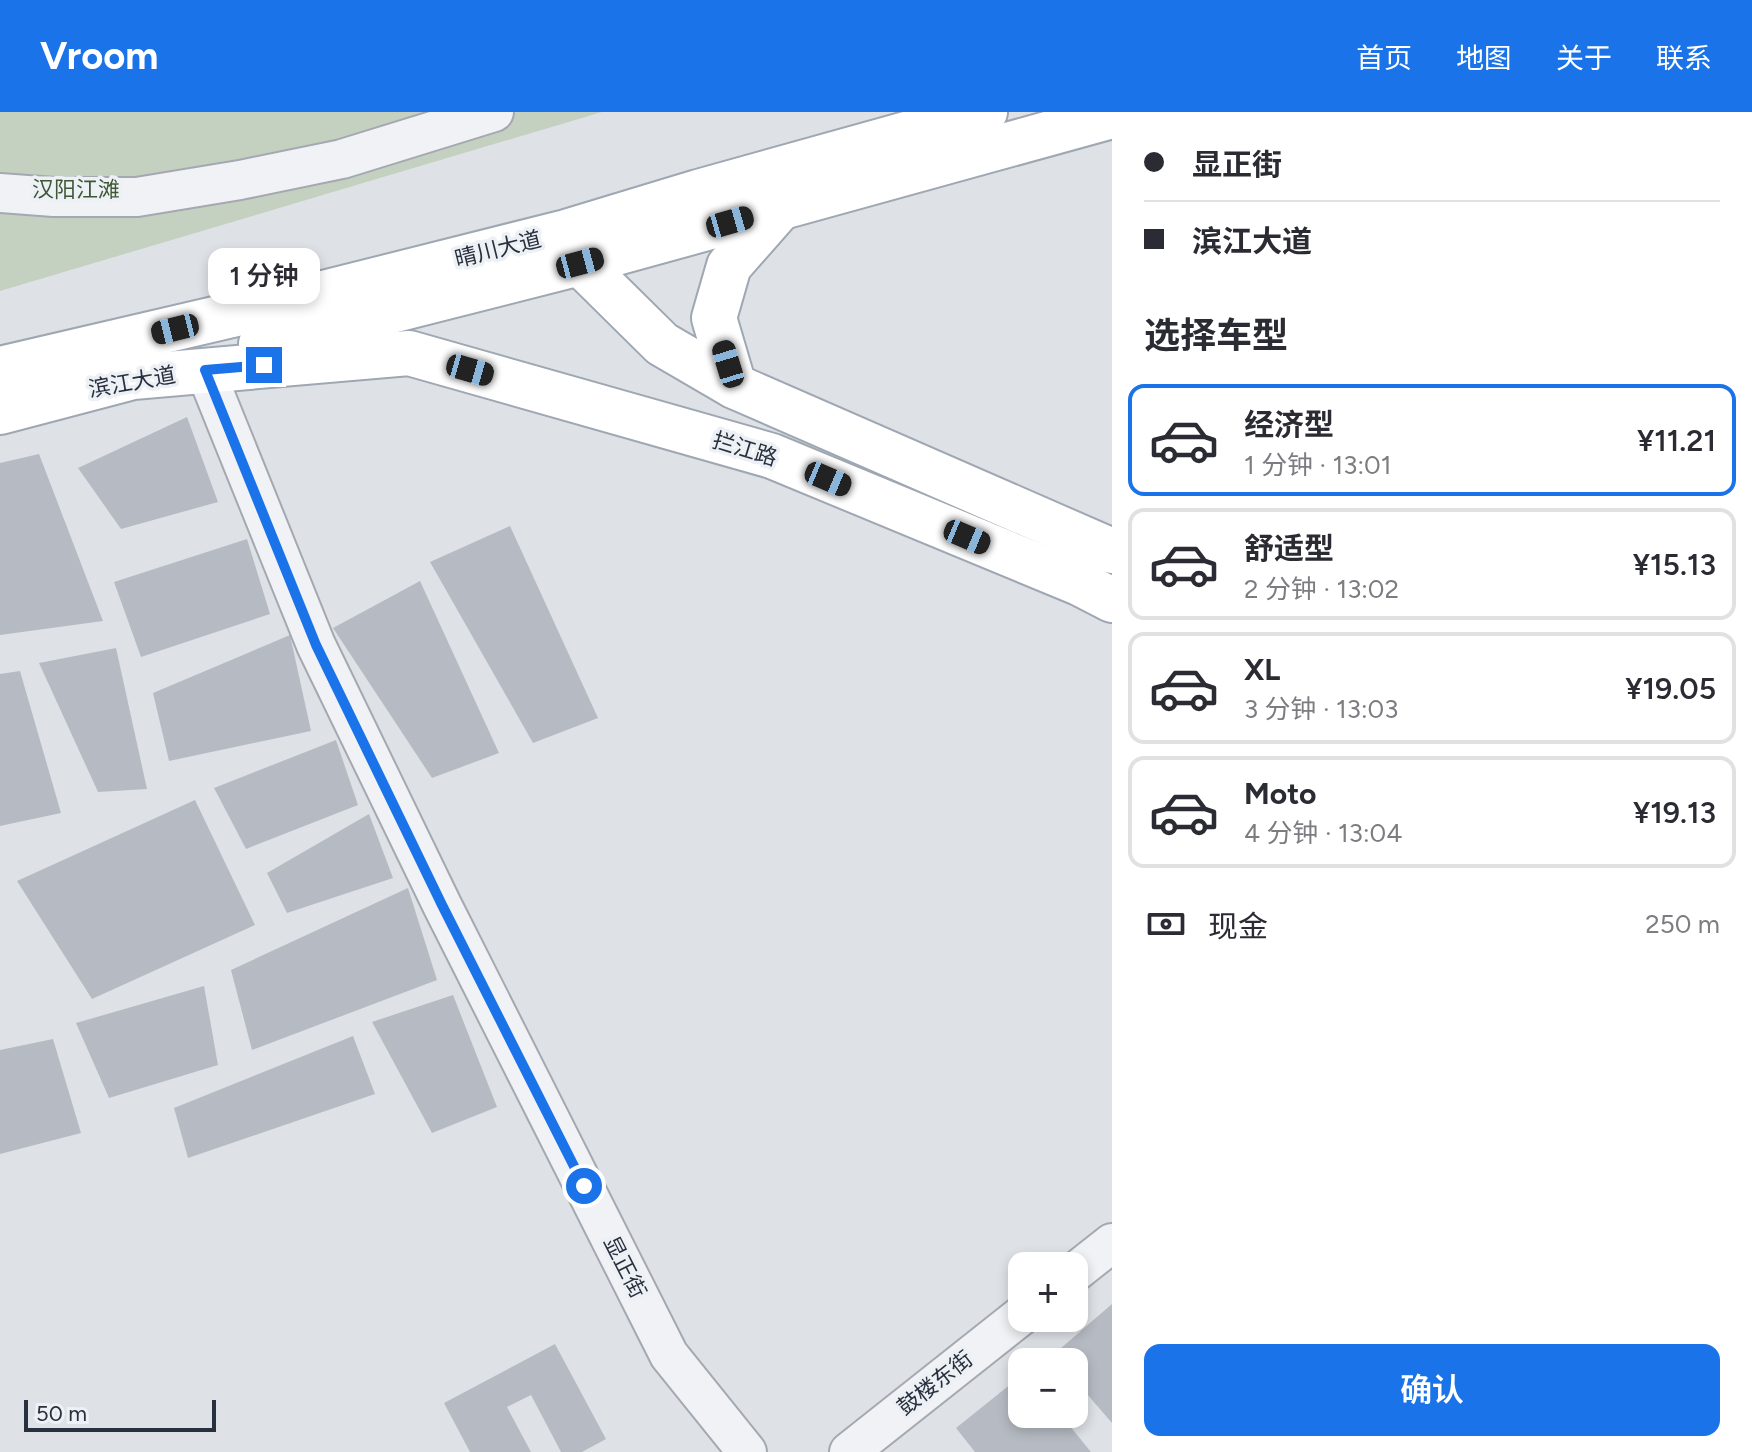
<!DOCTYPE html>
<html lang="zh">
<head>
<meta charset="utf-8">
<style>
	body { margin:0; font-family:Figtree,"Noto Sans SC",sans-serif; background:#f7f7f7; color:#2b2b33; height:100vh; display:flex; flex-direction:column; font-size:30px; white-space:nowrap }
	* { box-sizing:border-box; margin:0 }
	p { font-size:26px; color:#7c7c81 }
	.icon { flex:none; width:44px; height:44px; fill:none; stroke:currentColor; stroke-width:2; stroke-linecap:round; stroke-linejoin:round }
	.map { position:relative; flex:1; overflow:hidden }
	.panel { display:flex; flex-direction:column; background:#fff; width:640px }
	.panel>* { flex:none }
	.guide { display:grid; align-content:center; height:176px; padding:0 32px; background:#fff }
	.fabs { position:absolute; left:1008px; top:1140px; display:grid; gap:16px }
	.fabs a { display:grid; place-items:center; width:80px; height:80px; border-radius:16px; background:#fff; box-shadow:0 4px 12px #0003; font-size:40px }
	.scale { position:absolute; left:24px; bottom:20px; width:192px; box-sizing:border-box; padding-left:8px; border:4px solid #28303d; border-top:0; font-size:22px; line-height:28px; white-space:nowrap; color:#28303d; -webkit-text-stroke:6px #edf1f5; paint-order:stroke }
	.end { position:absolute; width:36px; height:36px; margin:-18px; border:10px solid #1a73e8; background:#fff; box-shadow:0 0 0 4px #fff }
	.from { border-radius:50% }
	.bubble { position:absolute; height:56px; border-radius:16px; background:#fff; box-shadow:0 4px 12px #0003; font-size:26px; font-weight:600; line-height:56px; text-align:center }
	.car { position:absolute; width:24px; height:48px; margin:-24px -12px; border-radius:10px; box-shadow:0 0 6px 2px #0007; background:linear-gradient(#222 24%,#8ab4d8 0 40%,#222 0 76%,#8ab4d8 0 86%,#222 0) }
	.guide b { display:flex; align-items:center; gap:28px; height:76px; font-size:30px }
	.guide b+b { border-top:2px solid #e1e1e2 }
	.guide i { width:20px; height:20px; background:#2b2b33 }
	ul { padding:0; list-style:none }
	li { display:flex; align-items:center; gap:24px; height:112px; margin:0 16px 12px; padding:0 16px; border:4px solid #e1e1e2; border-radius:16px }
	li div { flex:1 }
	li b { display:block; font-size:30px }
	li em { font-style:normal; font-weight:600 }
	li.selected { border-color:#1a73e8 }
	li>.icon { width:72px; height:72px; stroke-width:1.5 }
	h2 { padding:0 32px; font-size:36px; line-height:96px }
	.pay { display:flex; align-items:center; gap:20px; height:88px; padding:0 32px; font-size:30px }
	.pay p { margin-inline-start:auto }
	.cta { display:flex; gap:16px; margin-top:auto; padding:16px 32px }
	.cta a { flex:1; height:92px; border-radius:16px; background:#1a73e8; color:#fff; font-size:32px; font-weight:600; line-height:92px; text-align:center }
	header { display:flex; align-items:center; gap:48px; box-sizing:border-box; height:112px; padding:0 40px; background:#1a73e8; color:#fff }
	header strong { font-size:38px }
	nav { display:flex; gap:44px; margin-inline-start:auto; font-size:28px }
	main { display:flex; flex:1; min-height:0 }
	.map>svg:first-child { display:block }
	.green { fill:#c4d0c0 }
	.building { fill:#b6bbc3 }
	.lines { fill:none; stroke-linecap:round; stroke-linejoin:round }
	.minor-casing { stroke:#a4a9b1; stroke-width:42 }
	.major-casing { stroke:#9ea7b2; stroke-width:48 }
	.minor { stroke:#f1f2f5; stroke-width:38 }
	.major { stroke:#fff; stroke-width:44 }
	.route { stroke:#1a73e8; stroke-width:10 }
	.labels { text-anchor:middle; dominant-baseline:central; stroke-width:7; stroke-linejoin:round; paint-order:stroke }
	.park-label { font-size:22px; fill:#3e5836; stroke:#edf1f5 }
	.street-label { font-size:22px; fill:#28303d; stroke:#edf1f5 }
</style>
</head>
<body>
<header>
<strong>Vroom</strong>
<nav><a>首页</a><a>地图</a><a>关于</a><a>联系</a></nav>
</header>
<main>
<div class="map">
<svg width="1112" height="1340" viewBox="0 0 1112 1340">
	<rect width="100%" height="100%" fill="#dee2e7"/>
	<path class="green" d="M 0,0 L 602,0 L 0,179 Z"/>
	<g class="building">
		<path d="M 187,305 L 218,390 L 121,417 L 78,356 Z"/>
		<path d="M 39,342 L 103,509 L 0,523 L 0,351 Z"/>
		<path d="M 510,414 L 598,606 L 533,631 L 430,450 Z"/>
		<path d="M 247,427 L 270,502 L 141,545 L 114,470 Z"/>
		<path d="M 420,469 L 499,641 L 432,666 L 333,516 Z"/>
		<path d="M 290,523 L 311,619 L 169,649 L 153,581 Z"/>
		<path d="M 116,536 L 147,677 L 98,680 L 39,551 Z"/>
		<path d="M 20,559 L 61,701 L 0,714 L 0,562 Z"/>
		<path d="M 336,628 L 358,693 L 246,737 L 214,676 Z"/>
		<path d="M 195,688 L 255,813 L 92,887 L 17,769 Z"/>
		<path d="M 369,702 L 393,766 L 287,801 L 267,761 Z"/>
		<path d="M 408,776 L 437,868 L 252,938 L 231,858 Z"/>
		<path d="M 204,874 L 218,953 L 109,986 L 76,911 Z"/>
		<path d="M 453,883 L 497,995 L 432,1021 L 372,910 Z"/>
		<path d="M 353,924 L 375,982 L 188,1046 L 174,996 Z"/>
		<path d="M 53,927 L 81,1021 L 0,1042 L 0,938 Z"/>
		<path d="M 1112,1192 L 1112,1311 L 1074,1267 L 1074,1250 L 1059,1250 L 1053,1243 Z"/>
		<path d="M 555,1232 L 606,1327 L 582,1340 L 561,1340 L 531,1283 L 507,1295 L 531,1340 L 470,1340 L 444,1291 Z"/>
		<path d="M 1022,1263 L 1022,1302 L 1060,1302 L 1091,1340 L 975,1340 L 956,1316 Z"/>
	</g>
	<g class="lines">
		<g class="minor-casing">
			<g id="minor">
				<path d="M 0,81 L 54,85 L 137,85 L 240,68 L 342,47 L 494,0"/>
				<path d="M 205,258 L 316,533 L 442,793 L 669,1243 L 747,1340"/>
				<path d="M 1074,1161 L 1112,1131"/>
				<path d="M 849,1340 L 1022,1203"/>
			</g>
		</g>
		<g class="major-casing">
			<g id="major">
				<path d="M 570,130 L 580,151 L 662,232 L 734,274 L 1112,439"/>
				<path d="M 261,232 L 580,151 L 1112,4"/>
				<path d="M 0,257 L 288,190 L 566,120 L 698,80 L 985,0"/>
				<path d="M 734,274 L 714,206 L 729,154 L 781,95"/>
				<path d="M 0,300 L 133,265 L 409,241 L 772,344 L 1079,471 L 1112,488"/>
			</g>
		</g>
		<use href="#minor" class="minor"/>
		<use href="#major" class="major"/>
	</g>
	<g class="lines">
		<path class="route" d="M 264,253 L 205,258 L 316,533 L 442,793 L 584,1074"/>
	</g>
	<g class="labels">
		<g class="park-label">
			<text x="76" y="77">汉阳江滩</text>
		</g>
		<g class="street-label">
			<text transform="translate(498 137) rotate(-14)">晴川大道</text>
			<text transform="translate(132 270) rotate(-10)">滨江大道</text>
			<text transform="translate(745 337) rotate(17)">拦江路</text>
			<text transform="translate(625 1155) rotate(63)">显正街</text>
			<text transform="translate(935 1271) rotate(-38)">鼓楼东街</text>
		</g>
	</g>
</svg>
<div class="fabs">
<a>+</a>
<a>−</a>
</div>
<div class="scale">50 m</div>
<i class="end from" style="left:584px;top:1074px"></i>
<i class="end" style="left:264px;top:253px"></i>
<div class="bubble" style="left:208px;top:136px;width:112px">1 分钟</div>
<i class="car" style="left:730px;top:110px;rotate:74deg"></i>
<i class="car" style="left:580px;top:151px;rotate:75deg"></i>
<i class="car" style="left:175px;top:217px;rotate:256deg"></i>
<i class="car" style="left:728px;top:252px;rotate:343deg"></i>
<i class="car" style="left:470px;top:258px;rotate:106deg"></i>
<i class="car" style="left:828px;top:367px;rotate:113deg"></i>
<i class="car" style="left:967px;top:425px;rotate:113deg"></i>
</div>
<section class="panel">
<div class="guide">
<b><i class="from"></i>显正街</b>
<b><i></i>滨江大道</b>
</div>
<h2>选择车型</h2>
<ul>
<li class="selected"><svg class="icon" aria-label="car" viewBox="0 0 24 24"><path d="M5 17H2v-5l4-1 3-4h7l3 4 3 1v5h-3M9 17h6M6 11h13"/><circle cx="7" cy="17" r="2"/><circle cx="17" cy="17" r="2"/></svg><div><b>经济型</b><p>1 分钟 · 13:01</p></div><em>¥11.21</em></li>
<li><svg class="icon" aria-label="car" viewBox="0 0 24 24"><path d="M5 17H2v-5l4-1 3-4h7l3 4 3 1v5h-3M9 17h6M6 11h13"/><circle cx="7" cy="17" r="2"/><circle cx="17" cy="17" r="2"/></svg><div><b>舒适型</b><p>2 分钟 · 13:02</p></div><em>¥15.13</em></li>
<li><svg class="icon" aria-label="car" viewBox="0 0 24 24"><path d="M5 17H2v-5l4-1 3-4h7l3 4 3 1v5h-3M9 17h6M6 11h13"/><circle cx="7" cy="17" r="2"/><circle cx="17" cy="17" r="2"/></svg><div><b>XL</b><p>3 分钟 · 13:03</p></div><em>¥19.05</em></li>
<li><svg class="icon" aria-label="car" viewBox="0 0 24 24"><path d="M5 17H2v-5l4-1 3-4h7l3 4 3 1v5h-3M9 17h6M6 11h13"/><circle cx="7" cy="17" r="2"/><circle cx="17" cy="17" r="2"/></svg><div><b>Moto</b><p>4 分钟 · 13:04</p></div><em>¥19.13</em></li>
</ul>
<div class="pay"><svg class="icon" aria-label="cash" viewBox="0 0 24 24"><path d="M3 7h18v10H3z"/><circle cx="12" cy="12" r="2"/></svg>现金<p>250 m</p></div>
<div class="cta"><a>确认</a></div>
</section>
</main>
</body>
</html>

□ □ □ □

Task item: Copy all lines of the material above where the string "grid" occurs.

Exercise answer:
	.guide { display:grid; align-content:center; height:176px; padding:0 32px; background:#fff }
	.fabs { position:absolute; left:1008px; top:1140px; display:grid; gap:16px }
	.fabs a { display:grid; place-items:center; width:80px; height:80px; border-radius:16px; background:#fff; box-shadow:0 4px 12px #0003; font-size:40px }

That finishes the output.